In the past few years, we have seen major flooding incidents with increasing concern amongst environment agencies, local authorities and the general public that the removal of surface water is not the priority it should be. Some of these incidents have highlighted the need to ensure that culverts, in particular those established to manage flows beneath vital infrastructure such as roads and railways and those that divert flows to protect housing and businesses, are maintained at the highest level. Household waste, shopping carts, weeds etc. have been found to cause material build-up in many of these culverts thereby reducing their capacity significantly and in some instances damaging their structural viability, leading to overflow and subsequent local flooding.
With the complete replacement of many of these culverts being impractical because of their location in relation to infrastructure, many of the responsible authorities have instituted major culvert investigation programmes and where necessary rehabilitation programmes to bring existing culverts to full operating capacity to ensure that these key elements in countrywide flood defence and infrastructure protection efforts are at their maximum readiness.
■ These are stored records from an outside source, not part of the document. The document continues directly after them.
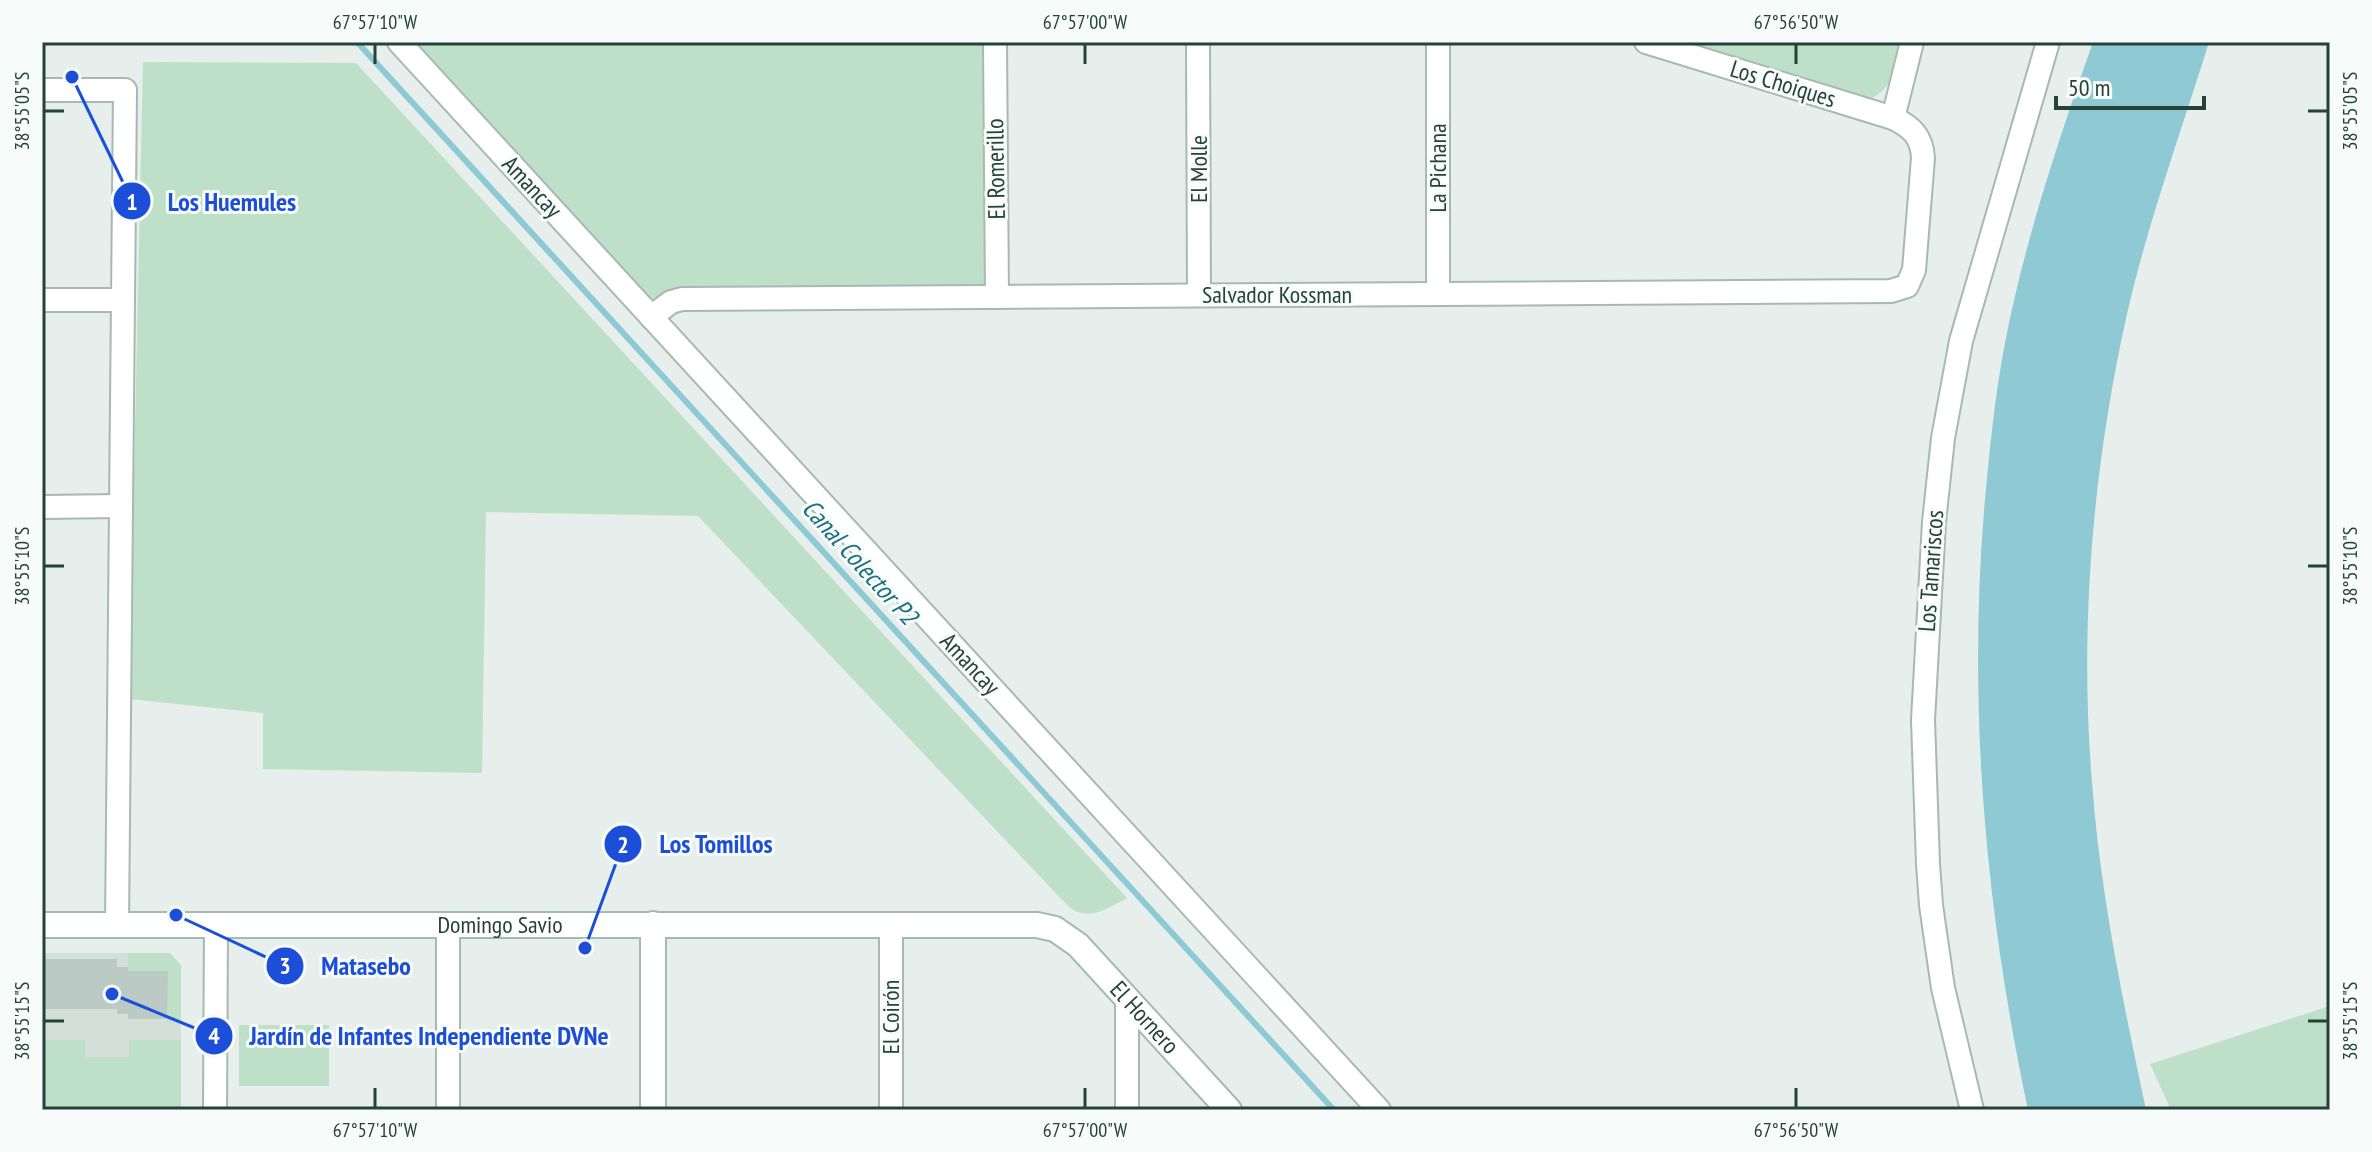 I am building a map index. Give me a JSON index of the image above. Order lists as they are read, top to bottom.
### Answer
{
  "streets": {
    "street": [
      "Los Choiques",
      "La Pichana",
      "El Romerillo",
      "El Molle",
      "Amancay",
      "Salvador Kossman",
      "Los Tamariscos",
      "Domingo Savio",
      "El Coirón",
      "El Hornero"
    ]
  },
  "crossings": [
    ["Los Choiques", "Salvador Kossman"],
    ["La Pichana", "Salvador Kossman"],
    ["El Romerillo", "Salvador Kossman"],
    ["El Molle", "Salvador Kossman"],
    ["Amancay", "Salvador Kossman"],
    ["Domingo Savio", "El Coirón"],
    ["Domingo Savio", "El Hornero"]
  ],
  "water": ["Canal Colector P2"],
  "places": [
    "Los Huemules",
    "Matasebo",
    "Los Tomillos",
    "Jardín de Infantes Independiente DVNe"
  ],
  "scale_bar": "50 m",
  "coordinates": [
    "67°57'10\"W",
    "67°57'00\"W",
    "67°56'50\"W",
    "38°55'05\"S",
    "38°55'10\"S",
    "38°55'15\"S"
  ]
} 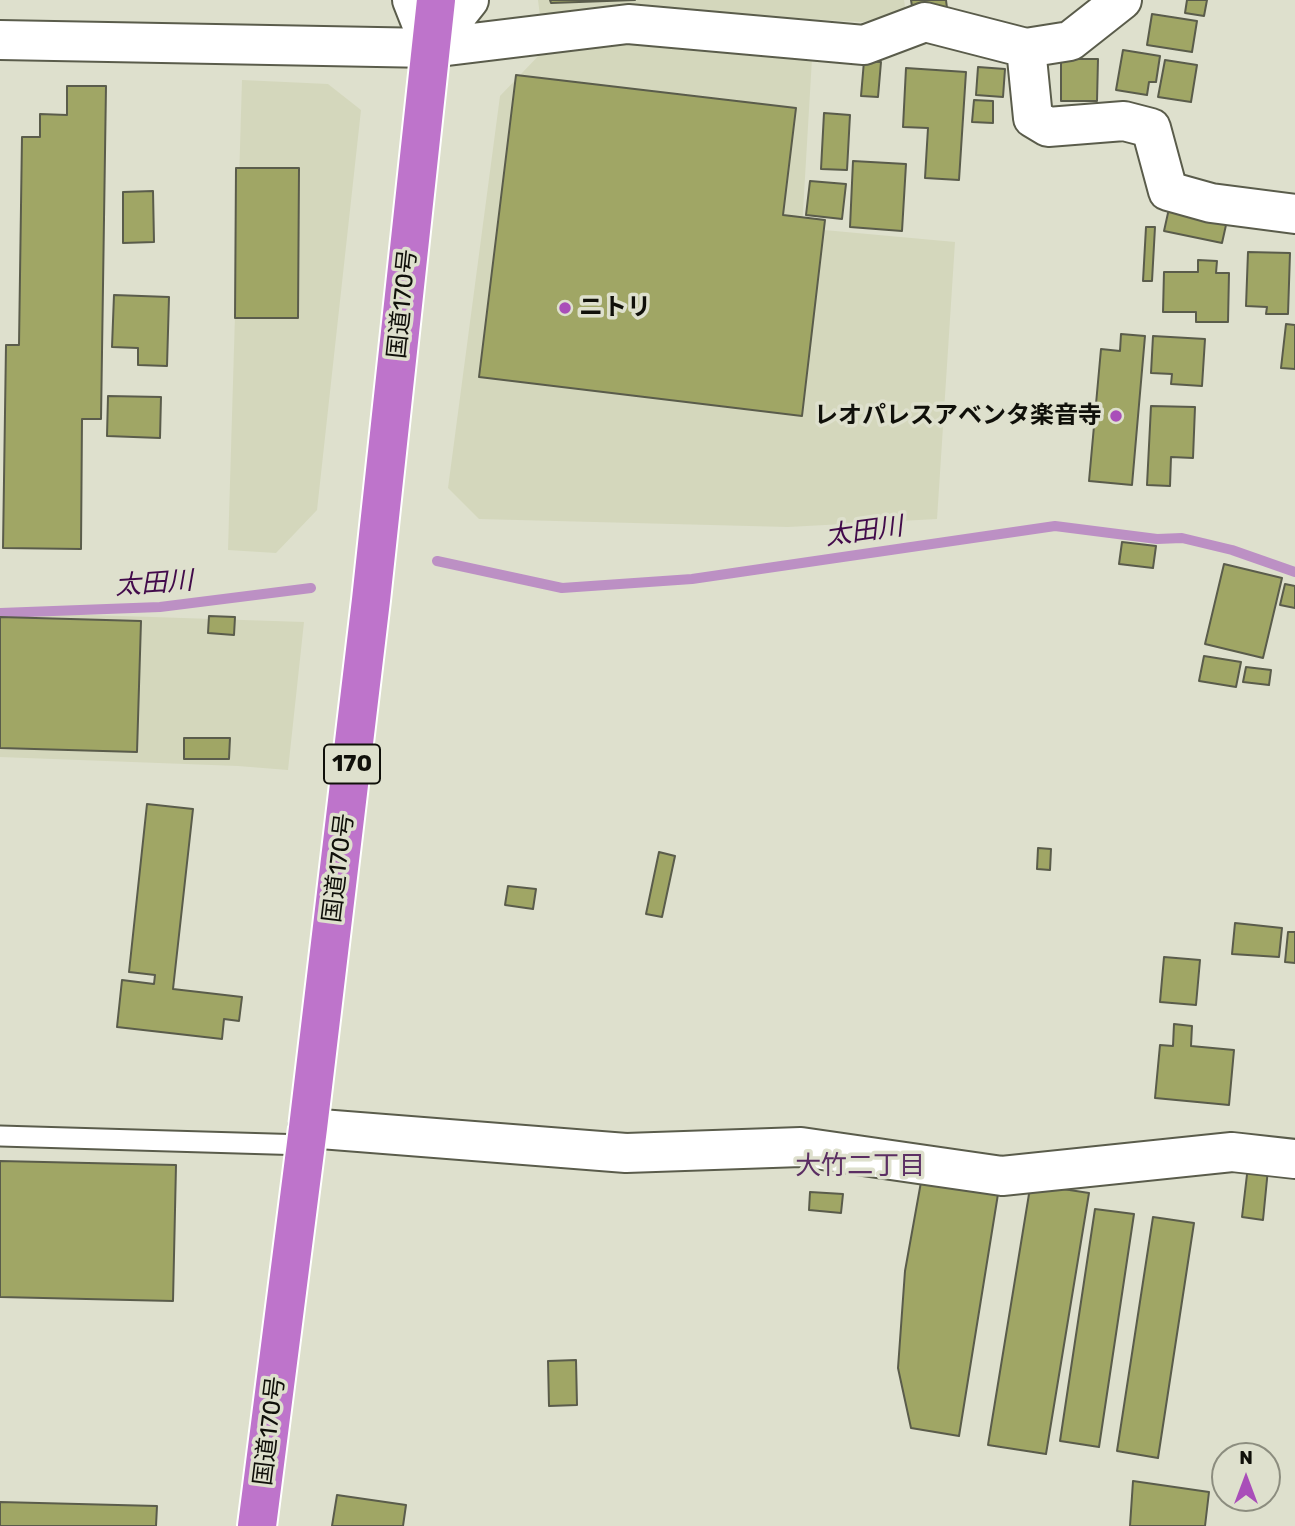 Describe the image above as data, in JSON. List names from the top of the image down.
{
  "streets": {
    "highway": ["国道170号", "170"]
  },
  "districts": ["大竹二丁目"],
  "water": ["太田川"],
  "places": ["ニトリ", "レオパレスアベンタ楽音寺"],
  "north": "top"
}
Given the wide variety of clientele with culvert structures in their area of responsibility, including the likes of the Environment Agency, British Waterways, The Highways Agency, local authorities and Network Rail, for instance, all of which having varying degrees of deterioration and structural integrity problems, it is not surprising that there is a wide variety of potential techniques available to complete their rehabilitation. Most of the techniques can also be utilised in a variety of different circumstances. The simplest rehabilitation technique is to clean the culvert out. In many instances simply removing the blockage is sufficient to bring the culvert back to full operational readiness. In many other circumstances however the age of the culvert, the original construction materials used and minimal care over the years proves further techniques are required. This is where the experience of companies such as ITL meets the market's needs.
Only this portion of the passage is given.